If you are paying revenue tax in Germany, the German federal government can support you financially with your donations, in the form of reductions in your revenue tax. The process is not particularly complicated, but not well documented in English on the Internet. Here is how it works, based on my readings online, my understanding, and my own experience.
(I am not a lawyer. I share this information in good faith. It may not be accurate.)
Which donations are eligible?
Donations to non-profit organizations working for the public good in the European Union are eligible for tax deductions in Germany. Either the organization is eligible, or it is not; there is no grid or graduation. The government must consider every donation you declare for eligibility; it may then accept or refuse them.
Membership fees to non-profit organizations working for the public good are considered as a donation. In general, if you receive a donation receipt from the receiving organization, it is safe to assume the donation is eligible. If in doubt, contact the receiving organization to check their eligibility status with them.
How much help will you get?
The sum of your donations is subtracted from your yearly taxable income. The donations will therefore result in a decrease in both your income tax (Lohnsteuer) and solidarity tax (Solidaritätszuschlag).
For relatively small donations (e.g. 100 euros), this means that the amount of help received from the Government corresponds to your marginal tax rate (the tax rate at which the last 100 euros were earned). As a researcher in a public university, my marginal tax rate reaches up to about 35% when working full-time. For my first donation of 200 euros, I get approximately 70 euros back as a tax deduction.
Determining your marginal tax rate (Grenzsteuersatz) is not particularly easy. The German marginal tax rate depends on the taxable income, an amount which is neither indicated in your pay slips, nor on your yearly tax bulletin (the Lohnsteuerbescheinigung). The taxable income (zu versteuerndes Einkommen) is your gross income minus a number of social contributions (retirement pensions, social security), minus a standard threshold sum. As a researcher in a public university, my taxable income is close to 80% of my gross income when working full-time.
The marginal tax rate varies continuously with the taxable income, which has two interesting consequences. First, the more you earn, and the larger the amount of support you receive from the government. If your income varies with time, then it is in your interest to make those donations on the years when you earn the most. Second, the more you donate, the smaller the amount of support you receive (successive donations are subtracted from slices of your income which are progressively less taxed, e.g. the first donated 5000 euros were taxed at 35%, the next 5000 euros at 32%, and so forth).
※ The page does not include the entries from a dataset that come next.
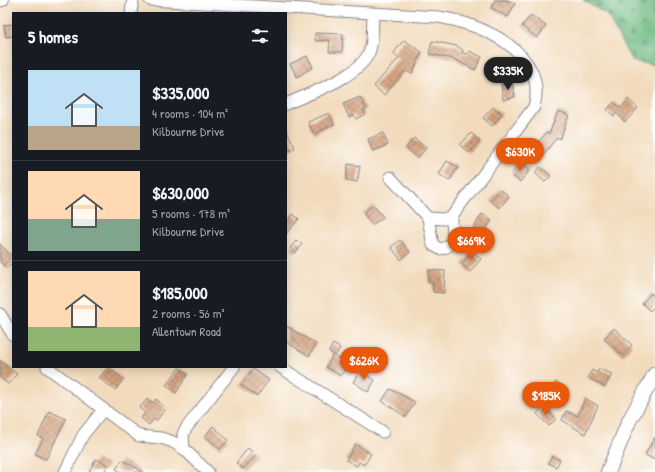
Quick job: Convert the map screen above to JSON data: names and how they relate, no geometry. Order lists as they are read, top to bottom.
{
  "page": {
    "heading": "5 homes",
    "price": [
      "$335K",
      "$630K",
      "$669K",
      "$626K",
      "$185K"
    ],
    "list": [
      {
        "name": "$335,000",
        "note": "4 rooms · 104 m² · Kilbourne Drive"
      },
      {
        "name": "$630,000",
        "note": "5 rooms · 178 m² · Kilbourne Drive"
      },
      {
        "name": "$185,000",
        "note": "2 rooms · 56 m² · Allentown Road"
      }
    ]
  }
}
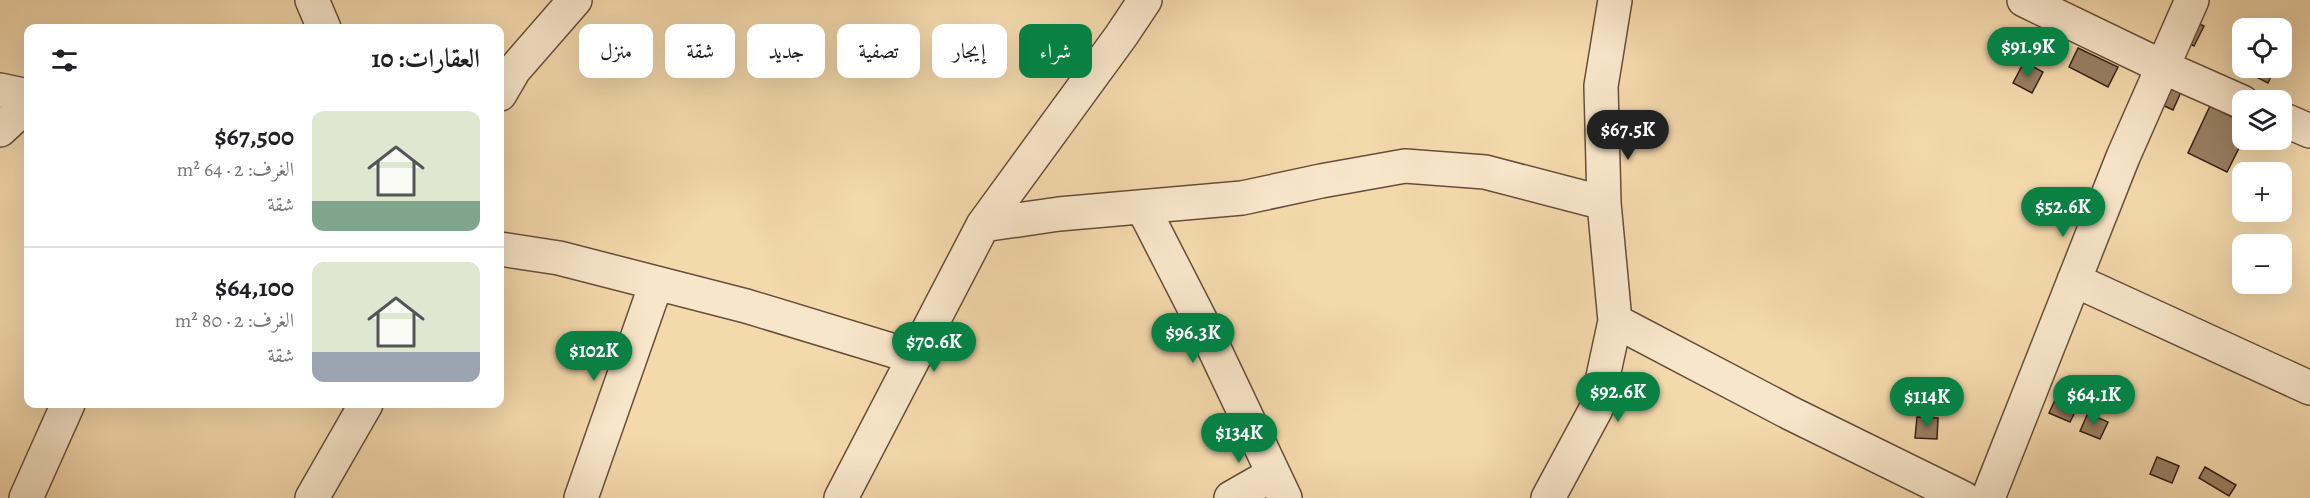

Ultimately, donations can only be deducted up to 20% of your taxable income for any one given year. Donations over that amount are carried forward to the following years without any limit in time (this process is automatic).
How is the deduction carried out in practice?
Wait until the fiscal year is over. During this time, your employer declares and pays your taxes for you, assuming no donations took place.
Once the year is over, connect to Elster, the German federal tax website. Note that your “Steuerliche Identifikationsnummer”, which is sufficient to login, is not your “Steuernummer”, which is not always given to you by the German administration. Carry out a modification to your tax declaration. Donations are entered in the rubrics “zur Förderung steuerbegünstigter Zwecke an Empfänger im Inland” and “zur Förderung steuerbegünstigter Zwecke an Empfänger im EU- / EWR-Ausland”.
For donations prior to 2017, once your declaration is complete, you must send the original donation receipts to your local tax office (if you only send copies, they will write back asking for the originals). For all donations over 200 euros, you must also sent a proof of payment (e.g. an excerpt from a bank statement). A short letter with your personal information and a sentence similar to “Anbei finden Sie die Belege, die zu meinen Steuererklärungen für 2015 und 2016 gehören” suffices. In the case of donations outside of Germany, I like to include a short, half-page description of the organization to which the donation was made, to help officials assess whether the organization qualifies for a tax reduction.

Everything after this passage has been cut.